With the K6-2, AMD also added 3D graphics functions into the CPU instead of in the more traditional place, a 3D graphics accelerator card. 3DNow added 24 SIMD (Single Instruction, Multiple Data) extensions to the X86 instruction set — it was a sort of "super MMX". Like MMX, the 3DNow extensions were mainly of interest to games players and heavy graphics users. 3DNow enabled software rapidly became quite common (notably through Microsoft's Direct-X version 6 and higher) and we started to see 3DNow enhanced parts from Cyrix and Centaur gradually appearing too. Intel did something very similar with SSE a year or so later.
Form | Design | Manufacture | Introduction | Status |
---|---|---|---|---|
Super 7 | AMD | AMD | April 1998 | Legacy |
Internal clock | External clock | L1 cache | L2 cache | Transistor count |
300MHz | 100 MHz | 64k at 300 MHz | *1MB at 100 MHz | 9.3 million |
New product from Cyrix was long overdue by the time these were announced — or, more to the point, not announced!
It seems that Cyrix were so conscious of their failure to produce competitive mid-range product over the summer of 1998/99 that they just snuck the 366 onto their web site without so much as a press release — perhaps in the hope that they could pretend that the part had already been out for ages.
We had always thought that, outside of manufacturing samples, this was a non-part and that none ever shipped. Certainly they never appeared on Australian wholesale price lists and we have never yet seen one in the flesh. But apparently there were a good many of them sold in the USA, where they were regarded as difficult and hot-running.
We are left to assume that the clockings listed below are correct. If they are, the first one would have been as tricky as all the 83MHz bus parts, but the second should have performed very well for an early 1999 part, about equal to a K6-II/350, which was right in the retail sweet spot at that time.

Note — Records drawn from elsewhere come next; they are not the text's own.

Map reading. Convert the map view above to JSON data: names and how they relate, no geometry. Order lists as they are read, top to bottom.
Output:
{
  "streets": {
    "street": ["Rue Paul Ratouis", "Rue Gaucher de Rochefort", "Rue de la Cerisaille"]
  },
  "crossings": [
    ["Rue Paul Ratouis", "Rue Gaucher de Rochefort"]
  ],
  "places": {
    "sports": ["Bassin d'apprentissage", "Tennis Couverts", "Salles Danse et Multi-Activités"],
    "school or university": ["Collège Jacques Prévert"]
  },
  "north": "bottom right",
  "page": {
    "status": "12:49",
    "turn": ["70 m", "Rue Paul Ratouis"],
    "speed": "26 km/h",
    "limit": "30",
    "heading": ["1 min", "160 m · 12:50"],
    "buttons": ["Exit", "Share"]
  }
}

Form | Design | Manufacture | Introduction | Status |
---|---|---|---|---|
Super 7 | Cyrix | National Semiconductor | April 1999 | Legacy |
Internal clock | External clock | L1 cache | L2 cache | Transistor count |
290MHz | 83 MHz | 64k at 290 MHz | *512k at 83 MHz | 6.6 million |
250MHz | 100 MHz | 64k at 250 MHz | *512k at 100 MHz | 6.6 million |
Officially, just the Celeron 333, but you wouldn't want to confuse this excellent performer with the snail-like originals. In fact, we were very surprised that Intel didn't change the name: these fast Celerons with 128k internal cache would have generated a lot more buyer interest if it wasn't for the guilt by association factor. Despite their inherited bad name and their huge and clumsy form, they were a serious performer. We liked them, and sold a slow but steady stream of them to the games fraternity. If it hadn't been for the K6-2/300 and 350, we would have sold them by the bucketful.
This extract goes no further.